Background: Acute myeloid leukemia (AML) is an aggressive hematological Cancer resulting from uncontrolled proliferation of differentiation-blocked myeloid cells. Seventy percent of AML patients are currently not cured with available treatments, highlighting the need of novel therapeutic strategies. A promising target in AML is the mammalian target of rapamycin complex 1 (mTORC1). Clinical inhibition of mTORC1 is limited by its reactivation through compensatory and regulatory feedback loops. Here, we explored a strategy to curtail these drawbacks through inhibition of an important effector of the mTORC1signaling pathway, the eukaryotic initiation factor 4A (eIF4A).

Methods: We tested the anti-leukemic effect of a potent and specific eIF4A inhibitor (eIF4Ai), CR-1-31-B, in combination with cytosine arabinoside (araC) or the BCL2 inhibitor venetoclax. We utilized the MOLM-14 human AML cell line to model chemoresistant disease both in vitro and in vivo. In eIF4Ai-treated cells, we assessed for changes in survival, apoptotic priming, de novo protein synthesis, targeted intracellular metabolite content, bioenergetic profile, mitochondrial Reactive Oxygen Species (mtROS) and mitochondrial membrane potential (MMP).

Results: eIF4Ai exhibits anti-leukemia activity in vivo while sparing non-malignant myeloid cells.
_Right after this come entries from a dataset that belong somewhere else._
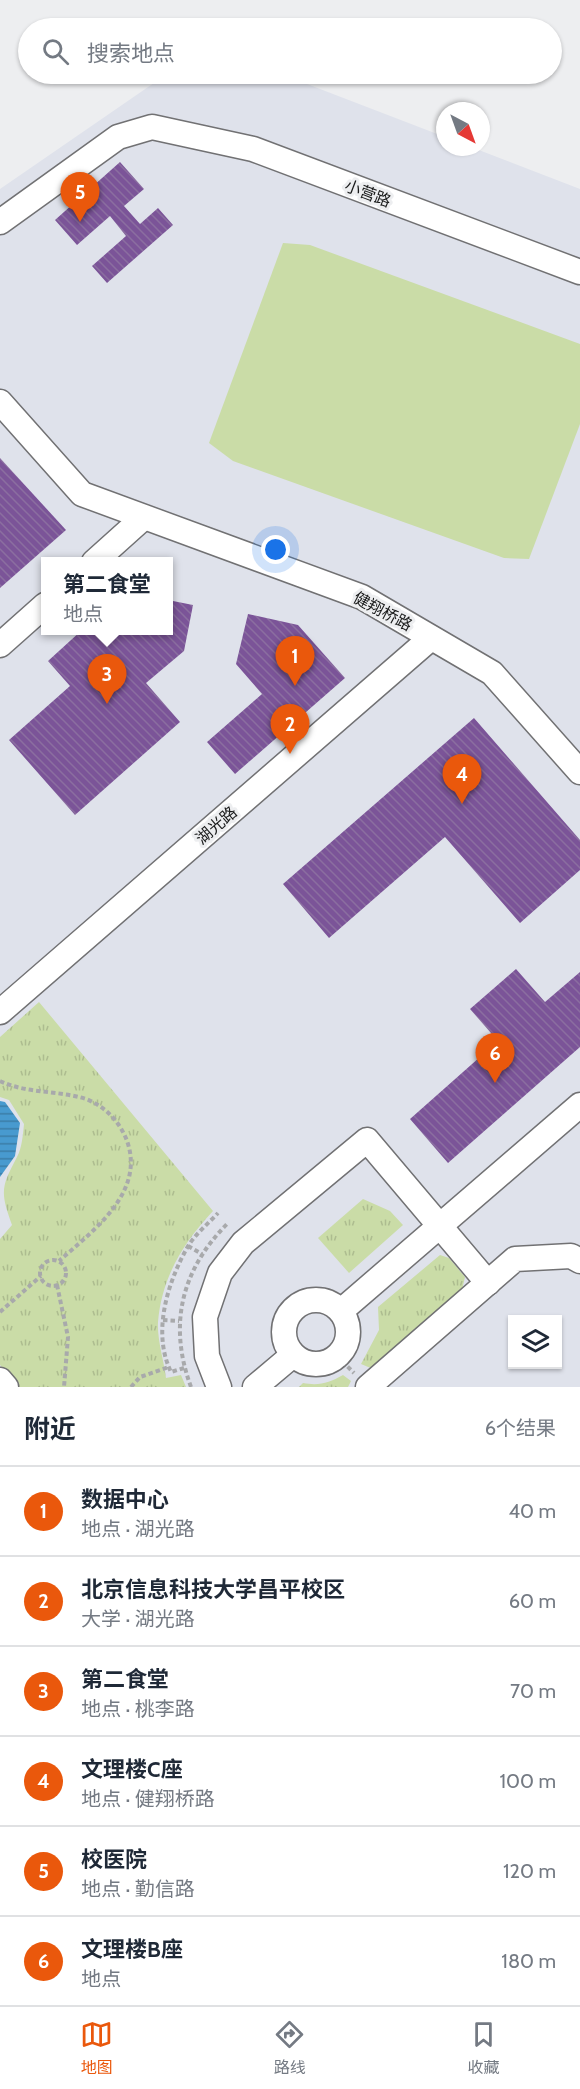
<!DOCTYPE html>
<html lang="zh">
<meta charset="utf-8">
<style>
body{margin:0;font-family:Cabin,"Noto Sans SC",sans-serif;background:#f6f6f7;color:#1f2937}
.controls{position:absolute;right:18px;bottom:18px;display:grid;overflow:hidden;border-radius:0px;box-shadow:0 2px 4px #0004}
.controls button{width:54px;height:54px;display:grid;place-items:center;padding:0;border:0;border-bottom:2px solid #e0e1e3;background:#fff;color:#1f2937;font:30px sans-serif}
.compass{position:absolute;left:436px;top:102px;width:54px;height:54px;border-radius:50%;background:#fff;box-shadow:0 2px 4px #0004;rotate:139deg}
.you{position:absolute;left:276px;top:550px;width:21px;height:21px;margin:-15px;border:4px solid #fff;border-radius:50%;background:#1a73e8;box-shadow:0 0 0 9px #1a73e833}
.badge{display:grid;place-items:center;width:39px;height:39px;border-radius:50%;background:#ea580c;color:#fff;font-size:20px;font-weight:700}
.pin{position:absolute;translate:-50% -50px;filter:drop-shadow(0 2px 3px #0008)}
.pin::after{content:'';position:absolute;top:32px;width:21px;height:18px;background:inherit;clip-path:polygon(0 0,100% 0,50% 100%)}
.popup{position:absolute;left:41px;top:557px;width:132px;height:78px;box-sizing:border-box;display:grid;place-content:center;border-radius:0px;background:#fff;filter:drop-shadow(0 2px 4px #0005);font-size:20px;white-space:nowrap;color:#747a83}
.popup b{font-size:22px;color:#1f2937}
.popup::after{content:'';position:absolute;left:50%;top:100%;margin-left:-12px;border:12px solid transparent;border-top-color:#fff}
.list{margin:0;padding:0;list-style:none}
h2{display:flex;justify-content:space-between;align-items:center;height:78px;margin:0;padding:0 24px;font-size:26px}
h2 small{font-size:20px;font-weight:400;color:#747a83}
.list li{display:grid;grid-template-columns:39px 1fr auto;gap:18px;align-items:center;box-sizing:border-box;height:90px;padding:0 24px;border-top:2px solid #e0e1e3}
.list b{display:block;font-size:22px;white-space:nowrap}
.list p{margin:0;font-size:20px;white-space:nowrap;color:#747a83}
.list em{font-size:20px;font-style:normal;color:#747a83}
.icon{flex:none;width:33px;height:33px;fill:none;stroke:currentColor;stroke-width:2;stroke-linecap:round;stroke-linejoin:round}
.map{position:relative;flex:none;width:580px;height:1387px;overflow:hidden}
.search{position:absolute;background:#fff;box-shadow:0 2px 4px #0004;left:18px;right:18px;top:18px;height:66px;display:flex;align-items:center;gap:15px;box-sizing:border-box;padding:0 21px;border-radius:33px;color:#747a83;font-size:22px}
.sheet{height:618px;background:#fff}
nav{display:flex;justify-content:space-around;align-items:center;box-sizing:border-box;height:84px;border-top:2px solid #e0e1e3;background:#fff;font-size:16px;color:#747a83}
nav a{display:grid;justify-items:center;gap:3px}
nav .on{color:#ea580c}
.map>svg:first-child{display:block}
.built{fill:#dfe2eb;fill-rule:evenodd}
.grass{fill:url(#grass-tufts)}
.pitch{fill:#cadca7}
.water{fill:url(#water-rules)}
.building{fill:url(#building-back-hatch)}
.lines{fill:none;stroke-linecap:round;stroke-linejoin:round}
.minor-casing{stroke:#717173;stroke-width:27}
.path{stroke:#a8a9ab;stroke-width:4;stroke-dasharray:4.5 3;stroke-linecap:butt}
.minor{stroke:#fff;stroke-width:24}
.labels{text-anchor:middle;stroke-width:6;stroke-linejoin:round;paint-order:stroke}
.street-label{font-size:16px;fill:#181919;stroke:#edeef0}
</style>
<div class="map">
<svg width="580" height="1387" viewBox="0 0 580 1387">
<defs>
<pattern id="grass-tufts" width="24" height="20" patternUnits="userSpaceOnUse" patternTransform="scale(1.5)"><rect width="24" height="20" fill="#cadca7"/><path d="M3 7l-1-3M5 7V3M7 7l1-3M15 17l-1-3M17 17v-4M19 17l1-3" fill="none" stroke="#adbc8f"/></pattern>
<pattern id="water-rules" width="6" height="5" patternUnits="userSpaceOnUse" patternTransform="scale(1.5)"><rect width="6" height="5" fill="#489acf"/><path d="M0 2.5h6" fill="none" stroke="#3b7da7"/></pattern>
<pattern id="building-back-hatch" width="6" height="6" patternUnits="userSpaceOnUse" patternTransform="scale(1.5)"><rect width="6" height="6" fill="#7b5498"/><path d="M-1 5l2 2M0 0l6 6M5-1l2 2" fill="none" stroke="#8b6ea0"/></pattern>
</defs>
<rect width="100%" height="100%" fill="#edeef0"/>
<path class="built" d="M167,74H281L445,137V147H471L580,189V1387H0V189ZM45,562H168V630H45ZM512,1320H558V1364H512Z"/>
<g class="grass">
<path d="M39,1002L213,1211C183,1243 162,1277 158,1322C157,1339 164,1361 166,1378L181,1375L186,1387H19L0,1365V1239L12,1225C0,1192 1,1187 17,1157C22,1148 23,1134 24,1124L9,1100L0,1097V1037Z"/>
<path d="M363,1199L390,1211L403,1225L349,1273L318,1238Z"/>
<path d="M440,1255L449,1258L465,1277L462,1290L373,1369L361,1364L379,1330L378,1307Z"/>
<path d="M343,1375L351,1381L348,1387H299L303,1383C319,1386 329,1383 343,1375Z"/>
</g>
<path class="pitch" d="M283,243L310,245L580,344V424L529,559L504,558L233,461L209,443Z"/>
<path class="water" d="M0,1101L5,1102L20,1123L15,1156L0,1177Z"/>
<g class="building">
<path d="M120,162L144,189L124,206L140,224L158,208L173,225L107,283L92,266L126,236L110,216L77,245L55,220Z"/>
<path d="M0,458L66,530L0,588Z"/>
<path d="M168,600L193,605L184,651L146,683L180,722L75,815L9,740L70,686L48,661L82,630H168Z"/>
<path d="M248,614L298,625L345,678L235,774L207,742L262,694L236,664Z"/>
<path d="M474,718L580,840V870L520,923L445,837L329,938L283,884Z"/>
<path d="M516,969L545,1002L580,972V1047L448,1163L410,1119L498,1041L470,1009Z"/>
</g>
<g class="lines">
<defs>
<g id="minor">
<path d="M0,222L118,137L152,127L253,149L580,272"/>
<path d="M0,402L82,494L362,597L492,673L580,772"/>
<path d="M94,562L143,518"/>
<path d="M0,645L45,605"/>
<path d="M0,1012L431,638"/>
<circle cx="316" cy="1332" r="32"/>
<path d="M341,1311L580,1105"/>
<path d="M0,1380L6,1387"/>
<path d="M219,1387L207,1356L205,1317L220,1273L243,1243L367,1140L488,1283"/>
<path d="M255,1387L293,1355"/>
<path d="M368,1387L515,1259L571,1256L580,1261"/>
</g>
</defs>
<use href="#minor" class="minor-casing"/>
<g class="path">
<path d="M0,1081C27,1094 58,1090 86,1099C104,1106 117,1119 125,1136C149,1190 94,1230 59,1261"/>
<path d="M188,1246L202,1254"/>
<circle cx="53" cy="1273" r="13"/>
<path d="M57,1285L68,1337L64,1387"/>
<path d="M0,1312L41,1276"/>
<path d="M163,1320L179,1321"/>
<path d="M337,1356L354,1373"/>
<path d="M184,1368L171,1372C152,1333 167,1284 187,1248C194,1235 208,1224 218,1213"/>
<path d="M131,1387L140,1377L169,1367"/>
<path d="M191,1387C168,1325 181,1270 228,1223"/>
</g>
<use href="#minor" class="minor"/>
</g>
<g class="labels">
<g class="street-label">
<text transform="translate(368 193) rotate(21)" y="6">小营路</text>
<text transform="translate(383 611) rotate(28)" y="6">健翔桥路</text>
<text transform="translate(216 825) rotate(-41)" y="6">湖光路</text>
</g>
</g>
</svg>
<div class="controls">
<button><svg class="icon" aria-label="layers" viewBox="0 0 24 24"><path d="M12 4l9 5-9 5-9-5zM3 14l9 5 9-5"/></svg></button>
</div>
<svg class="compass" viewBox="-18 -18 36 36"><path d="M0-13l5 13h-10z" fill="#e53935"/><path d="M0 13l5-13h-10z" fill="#747a83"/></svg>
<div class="you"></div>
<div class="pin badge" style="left:295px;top:686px">1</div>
<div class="pin badge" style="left:290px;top:754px">2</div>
<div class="pin badge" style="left:107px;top:704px">3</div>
<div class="popup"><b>第二食堂</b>地点</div>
<div class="pin badge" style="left:462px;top:804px">4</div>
<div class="pin badge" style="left:80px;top:222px">5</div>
<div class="pin badge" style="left:495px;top:1083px">6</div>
<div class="search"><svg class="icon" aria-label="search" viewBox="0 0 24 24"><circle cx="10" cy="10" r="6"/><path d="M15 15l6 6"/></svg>搜索地点</div>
</div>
<section class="sheet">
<h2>附近<small>6个结果</small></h2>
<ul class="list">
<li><span class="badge">1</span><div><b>数据中心</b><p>地点 · 湖光路</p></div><em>40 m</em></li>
<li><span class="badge">2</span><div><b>北京信息科技大学昌平校区</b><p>大学 · 湖光路</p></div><em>60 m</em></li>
<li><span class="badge">3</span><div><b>第二食堂</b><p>地点 · 桃李路</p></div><em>70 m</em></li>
<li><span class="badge">4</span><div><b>文理楼C座</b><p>地点 · 健翔桥路</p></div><em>100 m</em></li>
<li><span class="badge">5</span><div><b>校医院</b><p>地点 · 勤信路</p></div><em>120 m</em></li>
<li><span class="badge">6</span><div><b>文理楼B座</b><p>地点</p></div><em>180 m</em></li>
</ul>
</section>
<nav>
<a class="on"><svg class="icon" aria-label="map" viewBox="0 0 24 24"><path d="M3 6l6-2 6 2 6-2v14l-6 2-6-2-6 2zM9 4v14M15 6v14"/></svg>地图</a>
<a><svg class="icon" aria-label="directions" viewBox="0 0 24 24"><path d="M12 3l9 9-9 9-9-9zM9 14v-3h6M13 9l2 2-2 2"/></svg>路线</a>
<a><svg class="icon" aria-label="saved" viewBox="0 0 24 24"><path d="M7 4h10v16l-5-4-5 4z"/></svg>收藏</a>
</nav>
In vitro, eIF4Ai synergizes with two therapeutic agents in AML, araC and venetoclax. EIF4Ai reduces mitochondrial membrane potential (MMP) and the rate of ATP synthesis from mitochondrial respiration and glycolysis. Furthermore, eIF4i enhanced apoptotic priming while reducing the expression levels of the antiapoptotic factors BCL2, Bcl-xL and MCL1. Concomitantly, eIF4Ai decreases intracellular levels of specific metabolic intermediates of the tricarboxylic acid cycle (TCA cycle) and glucose metabolism, while enhancing mtROS. In vitro redox stress contributes to eIF4Ai cytotoxicity, as treatment with a ROS scavenger partially rescued the viability of eIF4A inhibition.
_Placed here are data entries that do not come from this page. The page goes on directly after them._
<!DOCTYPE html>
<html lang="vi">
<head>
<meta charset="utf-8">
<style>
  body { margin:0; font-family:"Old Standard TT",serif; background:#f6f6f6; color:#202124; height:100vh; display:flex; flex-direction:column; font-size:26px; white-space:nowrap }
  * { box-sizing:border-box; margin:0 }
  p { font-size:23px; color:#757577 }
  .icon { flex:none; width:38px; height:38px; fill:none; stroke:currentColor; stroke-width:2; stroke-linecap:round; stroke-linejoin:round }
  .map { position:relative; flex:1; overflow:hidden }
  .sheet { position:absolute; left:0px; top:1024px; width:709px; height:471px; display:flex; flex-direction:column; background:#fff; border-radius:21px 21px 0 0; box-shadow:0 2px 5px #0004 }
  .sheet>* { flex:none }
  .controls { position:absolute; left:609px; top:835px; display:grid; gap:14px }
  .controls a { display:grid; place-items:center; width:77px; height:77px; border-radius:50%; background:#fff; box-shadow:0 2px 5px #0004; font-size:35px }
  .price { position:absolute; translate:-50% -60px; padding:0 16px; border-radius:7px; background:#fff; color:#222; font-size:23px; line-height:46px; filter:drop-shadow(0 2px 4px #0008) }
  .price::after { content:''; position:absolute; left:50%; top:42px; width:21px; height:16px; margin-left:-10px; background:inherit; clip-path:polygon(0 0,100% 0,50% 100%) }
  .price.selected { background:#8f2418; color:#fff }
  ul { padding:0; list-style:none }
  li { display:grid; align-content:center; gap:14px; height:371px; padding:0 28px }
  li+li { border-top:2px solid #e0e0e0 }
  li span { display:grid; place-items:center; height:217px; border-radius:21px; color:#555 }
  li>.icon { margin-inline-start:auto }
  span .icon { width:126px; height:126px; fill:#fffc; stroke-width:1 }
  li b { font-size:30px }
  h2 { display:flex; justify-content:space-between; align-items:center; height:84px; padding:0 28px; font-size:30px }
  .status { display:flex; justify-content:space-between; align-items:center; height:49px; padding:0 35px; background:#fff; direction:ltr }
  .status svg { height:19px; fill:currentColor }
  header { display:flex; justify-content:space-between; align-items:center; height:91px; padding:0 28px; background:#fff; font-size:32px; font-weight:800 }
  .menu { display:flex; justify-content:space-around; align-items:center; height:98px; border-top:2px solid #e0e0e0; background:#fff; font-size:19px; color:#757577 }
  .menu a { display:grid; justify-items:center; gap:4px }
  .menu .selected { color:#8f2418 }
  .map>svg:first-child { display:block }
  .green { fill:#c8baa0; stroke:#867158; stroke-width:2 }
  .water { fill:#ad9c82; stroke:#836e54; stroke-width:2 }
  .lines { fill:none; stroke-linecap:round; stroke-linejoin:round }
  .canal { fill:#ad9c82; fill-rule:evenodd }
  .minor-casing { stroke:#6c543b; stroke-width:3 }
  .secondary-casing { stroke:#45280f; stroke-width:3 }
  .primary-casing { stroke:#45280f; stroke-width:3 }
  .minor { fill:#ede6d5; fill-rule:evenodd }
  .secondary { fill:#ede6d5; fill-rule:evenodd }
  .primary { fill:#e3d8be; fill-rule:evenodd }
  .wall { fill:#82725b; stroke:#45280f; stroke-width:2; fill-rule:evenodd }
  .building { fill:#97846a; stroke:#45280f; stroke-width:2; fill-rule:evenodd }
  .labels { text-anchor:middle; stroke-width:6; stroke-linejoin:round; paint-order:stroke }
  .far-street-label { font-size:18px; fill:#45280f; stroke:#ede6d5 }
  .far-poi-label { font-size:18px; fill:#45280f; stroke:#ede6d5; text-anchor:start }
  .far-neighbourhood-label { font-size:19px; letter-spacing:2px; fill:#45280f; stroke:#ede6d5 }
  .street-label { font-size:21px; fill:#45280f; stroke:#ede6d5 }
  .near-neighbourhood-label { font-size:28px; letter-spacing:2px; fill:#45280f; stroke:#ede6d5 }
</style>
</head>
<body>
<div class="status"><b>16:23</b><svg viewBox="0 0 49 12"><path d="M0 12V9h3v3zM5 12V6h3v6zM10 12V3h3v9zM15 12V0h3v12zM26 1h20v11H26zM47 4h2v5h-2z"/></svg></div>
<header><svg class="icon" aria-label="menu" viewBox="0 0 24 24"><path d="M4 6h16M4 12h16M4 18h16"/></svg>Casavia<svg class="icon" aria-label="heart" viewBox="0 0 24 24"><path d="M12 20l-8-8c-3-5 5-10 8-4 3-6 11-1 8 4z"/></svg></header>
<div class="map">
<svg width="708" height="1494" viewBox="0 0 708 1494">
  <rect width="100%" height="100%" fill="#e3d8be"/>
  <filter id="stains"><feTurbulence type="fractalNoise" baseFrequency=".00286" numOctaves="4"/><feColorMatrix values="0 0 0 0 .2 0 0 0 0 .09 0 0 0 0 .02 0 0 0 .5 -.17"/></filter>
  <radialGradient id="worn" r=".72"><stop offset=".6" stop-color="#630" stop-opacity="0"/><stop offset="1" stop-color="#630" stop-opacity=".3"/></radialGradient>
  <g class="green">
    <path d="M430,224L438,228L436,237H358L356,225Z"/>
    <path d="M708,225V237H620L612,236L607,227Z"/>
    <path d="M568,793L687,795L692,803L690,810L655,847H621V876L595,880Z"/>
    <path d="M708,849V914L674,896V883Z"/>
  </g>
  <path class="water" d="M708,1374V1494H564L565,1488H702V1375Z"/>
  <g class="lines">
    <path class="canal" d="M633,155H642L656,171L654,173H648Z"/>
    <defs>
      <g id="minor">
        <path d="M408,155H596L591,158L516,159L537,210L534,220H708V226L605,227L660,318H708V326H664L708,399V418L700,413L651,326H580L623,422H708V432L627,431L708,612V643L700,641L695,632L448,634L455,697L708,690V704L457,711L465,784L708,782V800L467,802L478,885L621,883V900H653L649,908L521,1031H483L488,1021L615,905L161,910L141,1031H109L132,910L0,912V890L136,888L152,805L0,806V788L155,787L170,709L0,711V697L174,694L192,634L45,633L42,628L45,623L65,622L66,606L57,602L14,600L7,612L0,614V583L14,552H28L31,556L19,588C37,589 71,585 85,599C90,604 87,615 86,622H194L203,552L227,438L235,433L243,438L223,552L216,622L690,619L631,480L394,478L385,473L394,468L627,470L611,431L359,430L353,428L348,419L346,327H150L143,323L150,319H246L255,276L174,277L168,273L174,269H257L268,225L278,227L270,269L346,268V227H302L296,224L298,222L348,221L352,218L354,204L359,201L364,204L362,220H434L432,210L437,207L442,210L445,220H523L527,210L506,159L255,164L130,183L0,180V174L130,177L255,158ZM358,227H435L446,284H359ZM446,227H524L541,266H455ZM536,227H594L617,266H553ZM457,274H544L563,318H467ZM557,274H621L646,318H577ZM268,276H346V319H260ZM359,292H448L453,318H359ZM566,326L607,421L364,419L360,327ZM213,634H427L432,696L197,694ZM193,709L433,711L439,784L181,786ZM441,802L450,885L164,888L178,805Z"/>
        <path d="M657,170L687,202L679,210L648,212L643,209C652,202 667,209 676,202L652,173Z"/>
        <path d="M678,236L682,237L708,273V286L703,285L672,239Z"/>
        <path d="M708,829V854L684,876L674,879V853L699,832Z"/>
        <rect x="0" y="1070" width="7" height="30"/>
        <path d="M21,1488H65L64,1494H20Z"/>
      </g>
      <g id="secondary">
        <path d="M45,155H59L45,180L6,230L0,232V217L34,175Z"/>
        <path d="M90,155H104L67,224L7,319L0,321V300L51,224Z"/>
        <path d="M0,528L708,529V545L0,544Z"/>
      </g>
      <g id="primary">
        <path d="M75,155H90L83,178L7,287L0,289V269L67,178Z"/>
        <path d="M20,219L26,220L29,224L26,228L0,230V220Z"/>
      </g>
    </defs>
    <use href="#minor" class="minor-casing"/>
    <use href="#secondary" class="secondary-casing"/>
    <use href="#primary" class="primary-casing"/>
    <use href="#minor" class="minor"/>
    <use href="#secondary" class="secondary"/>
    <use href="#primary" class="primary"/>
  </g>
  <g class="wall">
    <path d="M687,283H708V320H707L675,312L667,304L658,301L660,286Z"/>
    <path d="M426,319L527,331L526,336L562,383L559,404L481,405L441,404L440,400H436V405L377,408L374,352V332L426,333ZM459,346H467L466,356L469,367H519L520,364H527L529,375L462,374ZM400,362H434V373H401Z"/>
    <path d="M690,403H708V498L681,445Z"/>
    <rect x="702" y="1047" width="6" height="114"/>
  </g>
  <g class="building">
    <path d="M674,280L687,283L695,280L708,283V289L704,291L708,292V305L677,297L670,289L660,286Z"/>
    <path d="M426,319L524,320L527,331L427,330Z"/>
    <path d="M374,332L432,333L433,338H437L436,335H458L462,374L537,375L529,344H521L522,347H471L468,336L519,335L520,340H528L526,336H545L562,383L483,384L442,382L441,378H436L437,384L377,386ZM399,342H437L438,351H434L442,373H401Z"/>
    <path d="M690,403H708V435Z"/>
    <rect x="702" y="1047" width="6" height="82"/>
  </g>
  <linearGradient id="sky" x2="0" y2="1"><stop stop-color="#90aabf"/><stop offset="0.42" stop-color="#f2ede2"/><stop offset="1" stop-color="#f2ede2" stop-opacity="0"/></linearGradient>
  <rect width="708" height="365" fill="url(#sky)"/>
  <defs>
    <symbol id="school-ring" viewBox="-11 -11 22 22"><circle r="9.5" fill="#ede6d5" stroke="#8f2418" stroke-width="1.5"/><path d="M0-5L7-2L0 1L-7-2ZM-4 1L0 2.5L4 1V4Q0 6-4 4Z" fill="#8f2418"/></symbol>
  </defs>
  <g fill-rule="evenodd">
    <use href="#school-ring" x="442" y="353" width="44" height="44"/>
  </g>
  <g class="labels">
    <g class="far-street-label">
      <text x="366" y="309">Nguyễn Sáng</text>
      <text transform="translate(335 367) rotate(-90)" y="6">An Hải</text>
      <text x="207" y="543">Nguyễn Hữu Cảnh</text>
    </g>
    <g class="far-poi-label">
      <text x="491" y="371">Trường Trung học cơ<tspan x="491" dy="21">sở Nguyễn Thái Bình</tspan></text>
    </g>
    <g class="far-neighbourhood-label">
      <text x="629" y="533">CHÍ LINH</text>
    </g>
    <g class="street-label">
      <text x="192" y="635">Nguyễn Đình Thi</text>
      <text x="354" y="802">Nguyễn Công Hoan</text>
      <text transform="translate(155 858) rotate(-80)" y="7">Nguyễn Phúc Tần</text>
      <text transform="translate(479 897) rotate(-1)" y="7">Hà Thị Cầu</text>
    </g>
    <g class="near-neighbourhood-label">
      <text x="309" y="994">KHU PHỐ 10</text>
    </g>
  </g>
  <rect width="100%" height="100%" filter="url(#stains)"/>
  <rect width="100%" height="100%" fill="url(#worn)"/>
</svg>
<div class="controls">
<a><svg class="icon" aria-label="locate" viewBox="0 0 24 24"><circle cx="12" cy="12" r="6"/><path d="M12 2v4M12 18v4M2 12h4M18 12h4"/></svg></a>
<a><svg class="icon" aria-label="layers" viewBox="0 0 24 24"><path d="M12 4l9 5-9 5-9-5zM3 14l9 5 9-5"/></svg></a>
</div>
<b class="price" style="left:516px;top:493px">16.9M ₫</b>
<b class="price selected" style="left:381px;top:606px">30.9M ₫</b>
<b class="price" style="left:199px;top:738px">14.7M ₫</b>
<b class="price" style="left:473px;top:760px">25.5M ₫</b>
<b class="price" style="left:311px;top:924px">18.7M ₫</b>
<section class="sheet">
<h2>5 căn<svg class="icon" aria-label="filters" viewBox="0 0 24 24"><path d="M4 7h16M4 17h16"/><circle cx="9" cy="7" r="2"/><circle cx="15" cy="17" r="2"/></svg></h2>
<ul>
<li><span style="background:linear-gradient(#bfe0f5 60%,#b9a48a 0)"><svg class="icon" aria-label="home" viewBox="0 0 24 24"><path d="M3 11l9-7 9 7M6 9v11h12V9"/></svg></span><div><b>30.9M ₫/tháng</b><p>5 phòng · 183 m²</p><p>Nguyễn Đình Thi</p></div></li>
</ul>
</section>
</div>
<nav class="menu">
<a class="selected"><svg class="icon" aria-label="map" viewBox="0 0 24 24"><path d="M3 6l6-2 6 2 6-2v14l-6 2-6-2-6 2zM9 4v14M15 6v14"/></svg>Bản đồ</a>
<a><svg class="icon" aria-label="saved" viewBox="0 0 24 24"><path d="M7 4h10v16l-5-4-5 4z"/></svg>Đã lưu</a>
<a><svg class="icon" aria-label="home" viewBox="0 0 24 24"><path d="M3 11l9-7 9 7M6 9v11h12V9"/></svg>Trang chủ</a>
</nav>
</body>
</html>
Conclusions: We discovered that chemoresistant MOLM-14 cells rely on eIF4A-dependent cap translation for survival in vitro and in vivo. EIF4A drives an intrinsic metabolic program sustaining bioenergetic and redox homeostasis and regulates the expression of anti-apoptotic proteins. Overall, our work suggests that eIF4A-dependent cap translation contributes to adaptive processes involved in resistance to relevant therapeutic agents in AML.

Keywords

AML; BCL-XL; BCL2; Bioenergetics; MCL1; Metabolism; ROS; Venetoclax; araC; eIF4A; mTORC1.